**How to complete this task**
Read the lines of the data below and retrieve those with "Eberswalder".

(Items from a data source)
*** Block opens ***
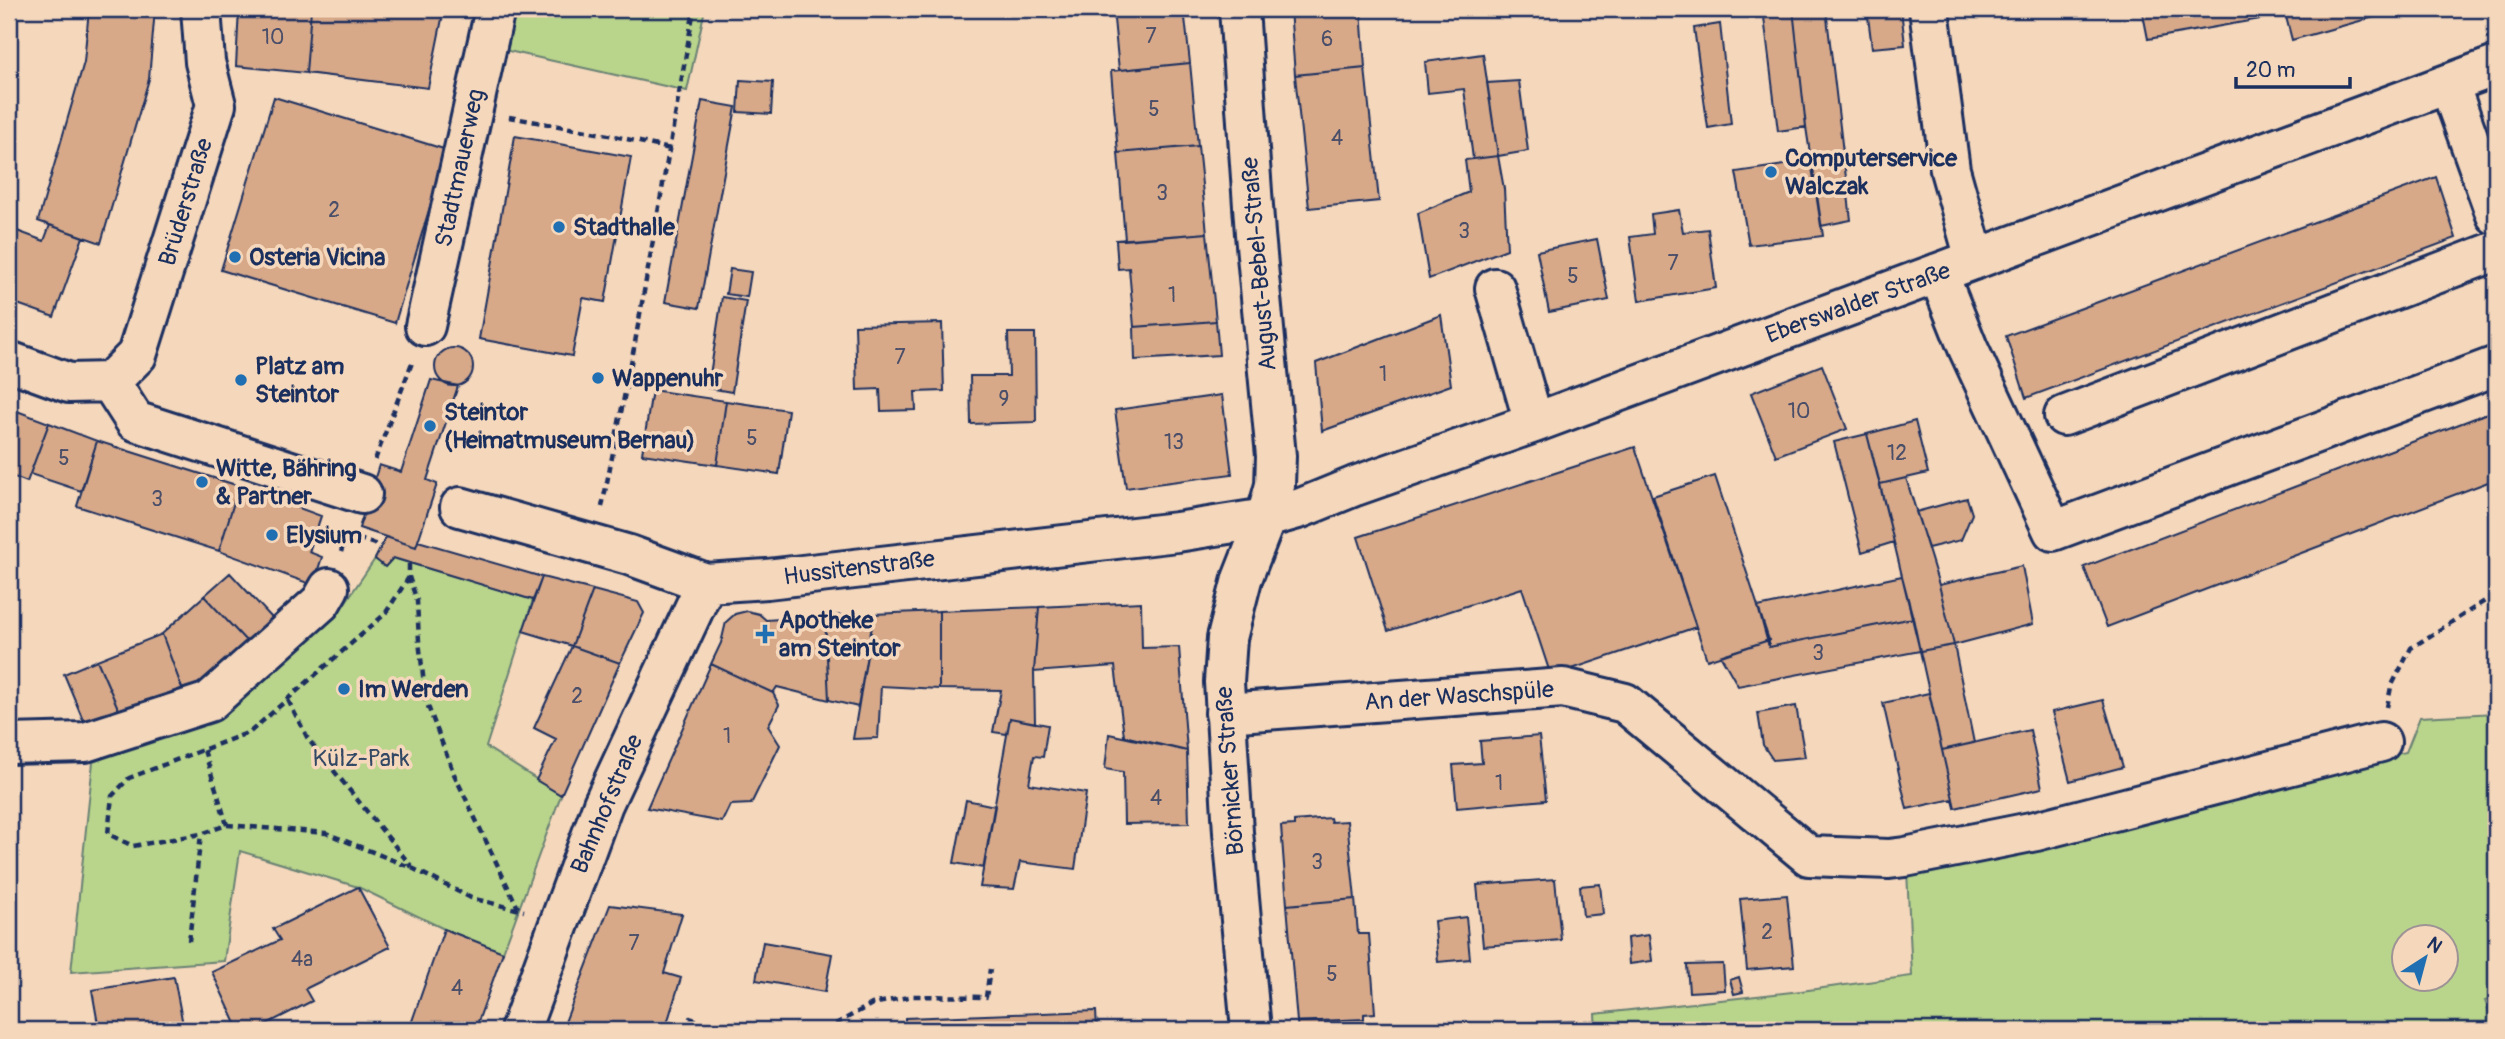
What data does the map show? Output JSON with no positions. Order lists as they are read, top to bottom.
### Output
{
  "streets": {
    "street": [
      "Stadtmauerweg",
      "Brüderstraße",
      "August-Bebel-Straße",
      "Eberswalder Straße",
      "Hussitenstraße",
      "An der Waschspüle",
      "Börnicker Straße",
      "Bahnhofstraße"
    ]
  },
  "crossings": [
    ["August-Bebel-Straße", "Eberswalder Straße"],
    ["August-Bebel-Straße", "Hussitenstraße"],
    ["August-Bebel-Straße", "Börnicker Straße"],
    ["Eberswalder Straße", "Hussitenstraße"],
    ["Eberswalder Straße", "Börnicker Straße"],
    ["Hussitenstraße", "Börnicker Straße"],
    ["Hussitenstraße", "Bahnhofstraße"],
    ["An der Waschspüle", "Börnicker Straße"]
  ],
  "parks": ["Külz-Park"],
  "places": {
    "other": [
      "Computerservice Walczak",
      "Stadthalle",
      "Osteria Vicina",
      "Wappenuhr",
      "Platz am Steintor",
      "Steintor (Heimatmuseum Bernau)",
      "Witte, Bähring & Partner",
      "Elysium",
      "Im Werden"
    ],
    "health": ["Apotheke am Steintor"]
  },
  "house_numbers": [
    "7",
    "10",
    "6",
    "5",
    "4",
    "3",
    "2",
    "3",
    "7",
    "5",
    "1",
    "7",
    "1",
    "9",
    "10",
    "5",
    "13",
    "12",
    "5",
    "3",
    "3",
    "2",
    "1",
    "1",
    "4",
    "3",
    "2",
    "7",
    "4a",
    "5",
    "4"
  ],
  "scale_bar": "20 m",
  "north": "top right"
}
*** Block closes ***
**Output of the exercise**
      "Eberswalder Straße",
    ["August-Bebel-Straße", "Eberswalder Straße"],
    ["Eberswalder Straße", "Hussitenstraße"],
    ["Eberswalder Straße", "Börnicker Straße"],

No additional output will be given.